The shops had changed too — from battered stalls selling odds and ends to polished sake houses and restaurants thick with the smell of food.
The air itself tasted different here. It smelled of things cooking.
Kōbe Hikaru's gaze settled on one storefront.
Heaps of white rice, piled in mountains right out in the open, used as a shop display.
Outside the castle walls, the villages were going hungry.
Inside, people used grain as decoration.
"Wrung right out of the people," Nurarihyon said behind him.
There was a rare edge of contempt in his voice.
"This lord scraped everything clean from out there and piled it all in here."
Kōbe Hikaru didn't respond.
He looked ahead.
The keep tower was almost upon them now.
A middle-aged man in a hitatare robe stood at the base of the stone steps, smiling broadly, waiting to receive them.
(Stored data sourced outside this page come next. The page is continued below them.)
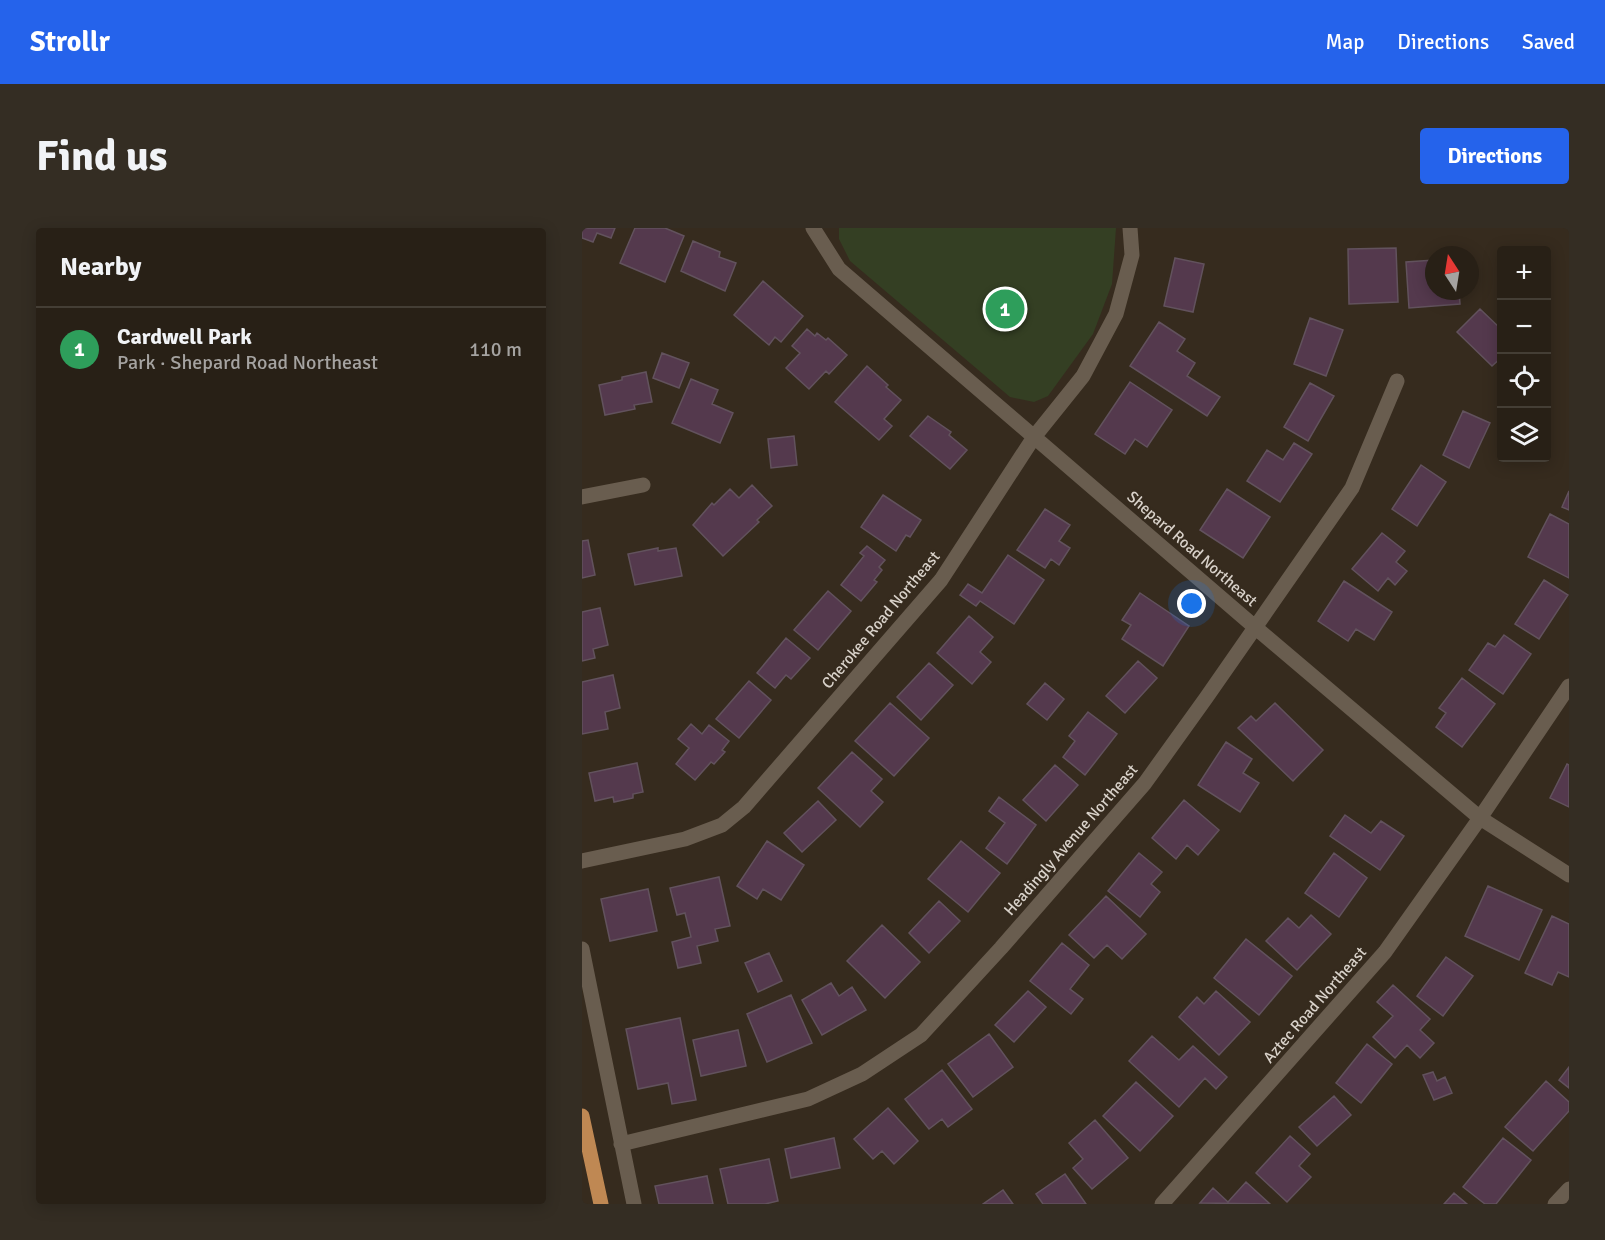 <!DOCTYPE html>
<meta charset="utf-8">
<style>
body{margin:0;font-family:Signika,sans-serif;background:#342d23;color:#f1f3f6}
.controls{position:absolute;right:18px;top:18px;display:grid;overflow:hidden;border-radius:6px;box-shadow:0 3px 15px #0003}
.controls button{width:54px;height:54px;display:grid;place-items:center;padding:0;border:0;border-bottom:2px solid #443e35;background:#282016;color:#f1f3f6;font:30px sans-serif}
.compass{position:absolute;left:843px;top:18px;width:54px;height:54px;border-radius:50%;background:#282016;box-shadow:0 3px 15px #0003;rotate:348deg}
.you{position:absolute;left:610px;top:376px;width:21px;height:21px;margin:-15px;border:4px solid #fff;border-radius:50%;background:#1a73e8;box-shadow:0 0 0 9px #1a73e833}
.badge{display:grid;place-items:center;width:39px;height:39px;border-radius:50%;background:#2563eb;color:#fff;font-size:20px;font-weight:700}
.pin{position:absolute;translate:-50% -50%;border:3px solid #fff;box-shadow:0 2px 6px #0006}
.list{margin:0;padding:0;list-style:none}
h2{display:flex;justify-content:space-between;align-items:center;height:78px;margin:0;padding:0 24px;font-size:26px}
h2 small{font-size:20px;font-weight:400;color:#a5a3a1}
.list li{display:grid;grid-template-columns:39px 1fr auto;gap:18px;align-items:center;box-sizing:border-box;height:84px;padding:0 24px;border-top:2px solid #443e35}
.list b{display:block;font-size:22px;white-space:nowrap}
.list p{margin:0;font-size:20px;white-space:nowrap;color:#a5a3a1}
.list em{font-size:20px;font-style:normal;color:#a5a3a1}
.icon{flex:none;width:33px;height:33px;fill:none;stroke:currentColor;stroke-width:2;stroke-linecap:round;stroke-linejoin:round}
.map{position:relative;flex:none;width:987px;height:976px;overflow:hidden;border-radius:6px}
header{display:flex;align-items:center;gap:36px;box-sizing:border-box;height:84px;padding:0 30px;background:#2563eb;color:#fff}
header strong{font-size:28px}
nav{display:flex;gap:33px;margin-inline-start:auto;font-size:21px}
.intro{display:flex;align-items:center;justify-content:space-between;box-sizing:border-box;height:144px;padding:0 36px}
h1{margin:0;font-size:42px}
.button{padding:15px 27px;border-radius:6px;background:#2563eb;color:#fff;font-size:21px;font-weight:700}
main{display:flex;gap:36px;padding:0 36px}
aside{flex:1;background:#282016;border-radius:6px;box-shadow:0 3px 15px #0003}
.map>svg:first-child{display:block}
.green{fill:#343f23}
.building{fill:#54394d;stroke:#62525d;stroke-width:1.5}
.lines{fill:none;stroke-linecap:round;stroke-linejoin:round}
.minor{stroke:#695d4f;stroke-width:15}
.major{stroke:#bf8853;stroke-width:15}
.labels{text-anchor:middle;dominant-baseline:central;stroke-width:4.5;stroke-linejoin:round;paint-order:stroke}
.street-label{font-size:16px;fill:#d9d2ca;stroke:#362b1e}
</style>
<header>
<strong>Strollr</strong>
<nav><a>Map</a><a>Directions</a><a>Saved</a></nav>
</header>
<div class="intro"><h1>Find us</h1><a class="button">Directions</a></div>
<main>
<aside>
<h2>Nearby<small></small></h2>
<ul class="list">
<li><span class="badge" style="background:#2e9e5b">1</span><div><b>Cardwell Park</b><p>Park · Shepard Road Northeast</p></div><em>110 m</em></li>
</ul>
</aside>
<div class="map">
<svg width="987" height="976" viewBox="0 0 987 976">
<rect width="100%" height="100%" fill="#362b1e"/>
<path class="green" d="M257,0H534L530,56L511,106L466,168L452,174L428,169L268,33L257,11Z"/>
<path class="building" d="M0,0H33L29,10L15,5L11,14L0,10Z
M53,0H83L102,8L83,54L38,35Z
M111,13L138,24L137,29L154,35L143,63L99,43Z
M814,20L816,74L767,76L766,21Z
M593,30L622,36L611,84L582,78Z
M852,32V63H877L878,76L827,80L824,34Z
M181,53L221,88L199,114L193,109L187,117L152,87Z
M898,81L920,102V129L910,138L875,104Z
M728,90L761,102L744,148L712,136Z
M577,94L603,111L595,123L613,135L605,148L638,169L625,188L548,138Z
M225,101L233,108L235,105L244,112L246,110L265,127L247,146L244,143L227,161L204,140L218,125L210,118Z
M80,125L107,135L97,160L71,150Z
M285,138L306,157L304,159L319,172L302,191L310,198L297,212L253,174Z
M64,144L70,174L52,177L53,181L23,187L17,157L40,152V149Z
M109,151L136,162L130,176L151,185L138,215L90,195Z
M548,154L590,182L565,219L553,211L543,226L513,206Z
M728,155L752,168L726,213L702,199Z
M881,183L908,195L887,240L861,227Z
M346,188L369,204L367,207L385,222L368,241L328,208Z
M212,208L215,237L189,240L186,211Z
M712,215L730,226L698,274L665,253L685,222L701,232Z
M839,237L864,254L835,298L810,281Z
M170,257L190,278L175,292L177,294L141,328L111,297L130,275L132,277L148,261L157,270Z
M645,261L688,289L661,330L618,302Z
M987,263V282L980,279Z
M301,267L339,292L328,309L324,307L314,323L279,299Z
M463,281L488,297L477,313L488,320L477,337L469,331L463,340L435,322Z
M968,286L987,296V350L946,329Z
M800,305L823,323L814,334L825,343L813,357L806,350L796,363L770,341Z
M6,312L13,347L0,350V313Z
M285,318L303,332L297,339L300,342L292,352L295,354L279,373L259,357L282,328L278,325Z
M76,320V323L94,320L100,348L53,357L46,326Z
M426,327L462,352L432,396L398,373L394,378L378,367L386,356L400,365Z
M962,352L986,367L957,411L933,396Z
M762,353L810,384L792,412L774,401L766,413L736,393Z
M246,363L269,383L236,422L212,402Z
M558,365L607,398L581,438L540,411L549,397L540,392Z
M18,380L26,417L11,421L13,430L0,433V384Z
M387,388L411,409L398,424L409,434L390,456L355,425Z
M922,407L949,426L921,466L887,442L906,415L913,419Z
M204,410L228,430L209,451L204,447L193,460L175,445Z
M556,433L575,450L543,485L524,468Z
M347,435L371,457L339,492L315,469Z
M31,447L38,480L23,484L26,501L0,506V454Z
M880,450L913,476L880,519L854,499L864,485L857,480Z
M167,453L189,472L157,510L134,491Z
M463,455L482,471L465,492L445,476Z
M308,475L347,510L312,548L273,513Z
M693,475L741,522L711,553L656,500L669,488L674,493Z
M506,484L535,506L503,547L481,529L493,513L487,508Z
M109,496L120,506L127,497L147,513L140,522L143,524L132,536L129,534L113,552L94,536L107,520L96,511Z
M644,514L670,531L661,545L677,555L658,584L616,557Z
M270,524L300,551L289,563L301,574L278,599L236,560Z
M55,535L61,564L51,566V570L32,574L31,569L13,573L7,545Z
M985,536L987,537V579L968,570Z
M473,537L496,557L464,593L441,572Z
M417,569L454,597L425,636L404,620L423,595L407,583Z
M602,572L637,602L616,627L605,617L594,631L570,610Z
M236,573L254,592L220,624L202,605Z
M763,587L789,605L799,593L822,608L798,642L748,608Z
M185,613L222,637L199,672L181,661L175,671L155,658Z
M379,613L418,645L386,684L346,651Z
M557,625L580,644L569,656L578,664L558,689L526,663Z
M752,625L785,650L757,689L723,665Z
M137,649L148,698L133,701L136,713L115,718L119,735L96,740L90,714L109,709L103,685L95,687L88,660Z
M906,658L960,682L937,732L883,708Z
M66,661L75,703L28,713L19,671Z
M524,668L564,706L540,731L525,717L512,730L487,707Z
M357,673L378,693L347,725L327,705Z
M729,687L749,706L715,742L684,713L706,690L717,700Z
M970,688L987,696V749L976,744L970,757L943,745Z
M300,697L338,734L303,770L265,733Z
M664,711L710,748L677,787L632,750Z
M480,715L507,737L488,761L501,771L489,786L448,753Z
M187,725L200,753L176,764L163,735Z
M864,729L891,748L861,788L835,768Z
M249,755L257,768L270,759L284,782L240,807L220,772Z
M811,757L848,791L838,802L852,815L838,830L825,817L813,830L791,809L811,788L795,774Z
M446,763L464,779L432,814L413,797Z
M634,763L668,794L637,827L597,789L615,769L622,776Z
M209,767L230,815L185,834L165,786Z
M98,790L114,872L90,876L86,855L56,861L44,801Z
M156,802L164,838L119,848L111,812Z
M407,806L431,839L391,869L366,836Z
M570,808L597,832L611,818L645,849L634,861L623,850L597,879L547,833Z
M785,816L810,836L779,875L754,855Z
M987,839V860L977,852Z
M360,842L390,881L366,899L360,891L347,901L323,871Z
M851,844L855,853L863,849L870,865L852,872L841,847Z
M964,853L987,874V883L951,923L923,899Z
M554,854L591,888L558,923L521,888Z
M752,868L769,887L735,918L717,899Z
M306,880L336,913L312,936L300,923L291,931L272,911Z
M513,892L546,930L510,961L491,940L501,931L487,915Z
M708,908L728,926L717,938L729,949L705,974L674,945Z
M252,910L258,940L209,950L203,921Z
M921,910L949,932L914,976H903L881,959Z
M187,931L196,973L183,976H146L138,941Z
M483,946L504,976H461L454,966Z
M125,948L131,976H77L73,958Z
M664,954L688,976L618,975L631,960L646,974Z
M421,962L431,976H401Z
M872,965L885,976H862Z"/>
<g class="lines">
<path class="minor" d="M231,0L257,41L674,400L898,590L987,647
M0,269L61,257
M0,633L103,611L140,597L162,579L359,352L452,209L501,148L534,86L550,27L548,0
M0,721L52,976
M39,916L226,871L280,846L339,807L419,720L563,555L624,470L770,260L815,153
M580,976L803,724L898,590L987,458
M973,976L987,961"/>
<path class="major" d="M0,888L19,976"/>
</g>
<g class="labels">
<g class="street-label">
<text transform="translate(610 321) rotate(41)">Shepard Road Northeast</text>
<text transform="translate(299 392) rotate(-50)">Cherokee Road Northeast</text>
<text transform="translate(489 612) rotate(-49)">Headingly Avenue Northeast</text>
<text transform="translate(733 777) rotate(-49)">Aztec Road Northeast</text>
</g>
</g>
</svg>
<div class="controls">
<button>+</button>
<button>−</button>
<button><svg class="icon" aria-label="locate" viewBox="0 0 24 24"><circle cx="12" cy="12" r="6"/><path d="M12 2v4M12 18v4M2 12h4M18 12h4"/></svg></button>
<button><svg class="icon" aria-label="layers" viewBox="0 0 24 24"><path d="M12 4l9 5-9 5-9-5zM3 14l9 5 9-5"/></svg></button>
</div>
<svg class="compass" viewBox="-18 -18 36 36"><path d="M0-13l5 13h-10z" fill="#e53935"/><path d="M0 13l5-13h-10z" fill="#a5a3a1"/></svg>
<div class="you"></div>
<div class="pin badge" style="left:423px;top:81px;background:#2e9e5b">1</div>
</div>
</main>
"So you are the masters who rid Ishimura of its foul demon?"
The man bowed deeply, his manner all practiced humility.
"My lord has been waiting in the main hall. Please, follow me."
Kōbe Hikaru glanced at Kikyō.
The shrine maiden gave a small nod.
The two of them climbed the stone steps.
The doors of the keep tower opened before them.
And inside was another world entirely.